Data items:
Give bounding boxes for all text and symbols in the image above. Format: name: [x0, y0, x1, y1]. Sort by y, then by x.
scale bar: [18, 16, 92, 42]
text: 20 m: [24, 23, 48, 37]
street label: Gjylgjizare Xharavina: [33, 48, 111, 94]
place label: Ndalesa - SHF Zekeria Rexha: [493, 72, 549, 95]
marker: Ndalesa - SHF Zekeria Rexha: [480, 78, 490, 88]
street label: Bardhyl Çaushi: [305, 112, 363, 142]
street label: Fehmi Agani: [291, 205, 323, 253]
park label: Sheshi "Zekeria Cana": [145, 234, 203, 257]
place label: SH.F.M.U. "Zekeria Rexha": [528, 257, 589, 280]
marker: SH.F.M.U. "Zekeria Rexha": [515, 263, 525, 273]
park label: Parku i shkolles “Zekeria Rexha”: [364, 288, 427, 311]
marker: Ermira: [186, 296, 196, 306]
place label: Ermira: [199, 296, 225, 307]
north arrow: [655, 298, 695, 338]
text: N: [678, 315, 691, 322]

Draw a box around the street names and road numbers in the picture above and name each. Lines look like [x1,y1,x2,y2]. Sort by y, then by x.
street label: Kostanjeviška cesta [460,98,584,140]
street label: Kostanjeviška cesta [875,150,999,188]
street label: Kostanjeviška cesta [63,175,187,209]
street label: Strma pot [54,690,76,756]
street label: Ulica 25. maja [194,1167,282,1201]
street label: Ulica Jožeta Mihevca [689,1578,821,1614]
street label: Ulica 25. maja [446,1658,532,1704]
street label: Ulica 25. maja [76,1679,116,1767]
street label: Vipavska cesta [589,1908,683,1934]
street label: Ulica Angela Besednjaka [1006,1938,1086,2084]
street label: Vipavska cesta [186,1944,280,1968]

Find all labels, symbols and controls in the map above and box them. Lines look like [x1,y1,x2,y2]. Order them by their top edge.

▸ **EXERCISE OBJECTIVE**: Your task is to repeat the data exactly; please include every line.

▸ **ANSWER BELOW**:
Give bounding boxes for all text and symbols in the image above. Format: name: [x0, y0, x1, y1]. Sort by y, then by x.
scale bar: [18, 16, 92, 42]
text: 20 m: [24, 23, 48, 37]
street label: Gjylgjizare Xharavina: [33, 48, 111, 94]
place label: Ndalesa - SHF Zekeria Rexha: [493, 72, 549, 95]
marker: Ndalesa - SHF Zekeria Rexha: [480, 78, 490, 88]
street label: Bardhyl Çaushi: [305, 112, 363, 142]
street label: Fehmi Agani: [291, 205, 323, 253]
park label: Sheshi "Zekeria Cana": [145, 234, 203, 257]
place label: SH.F.M.U. "Zekeria Rexha": [528, 257, 589, 280]
marker: SH.F.M.U. "Zekeria Rexha": [515, 263, 525, 273]
park label: Parku i shkolles “Zekeria Rexha”: [364, 288, 427, 311]
marker: Ermira: [186, 296, 196, 306]
place label: Ermira: [199, 296, 225, 307]
north arrow: [655, 298, 695, 338]
text: N: [678, 315, 691, 322]

Draw a box around the street names and road numbers in the picture above and name each. Lines look like [x1,y1,x2,y2]. Sort by y, then by x.
street label: Kostanjeviška cesta [460,98,584,140]
street label: Kostanjeviška cesta [875,150,999,188]
street label: Kostanjeviška cesta [63,175,187,209]
street label: Strma pot [54,690,76,756]
street label: Ulica 25. maja [194,1167,282,1201]
street label: Ulica Jožeta Mihevca [689,1578,821,1614]
street label: Ulica 25. maja [446,1658,532,1704]
street label: Ulica 25. maja [76,1679,116,1767]
street label: Vipavska cesta [589,1908,683,1934]
street label: Ulica Angela Besednjaka [1006,1938,1086,2084]
street label: Vipavska cesta [186,1944,280,1968]

Find all labels, symbols and controls in the map above and box them. Lines look like [x1,y1,x2,y2]. Order them by their top edge.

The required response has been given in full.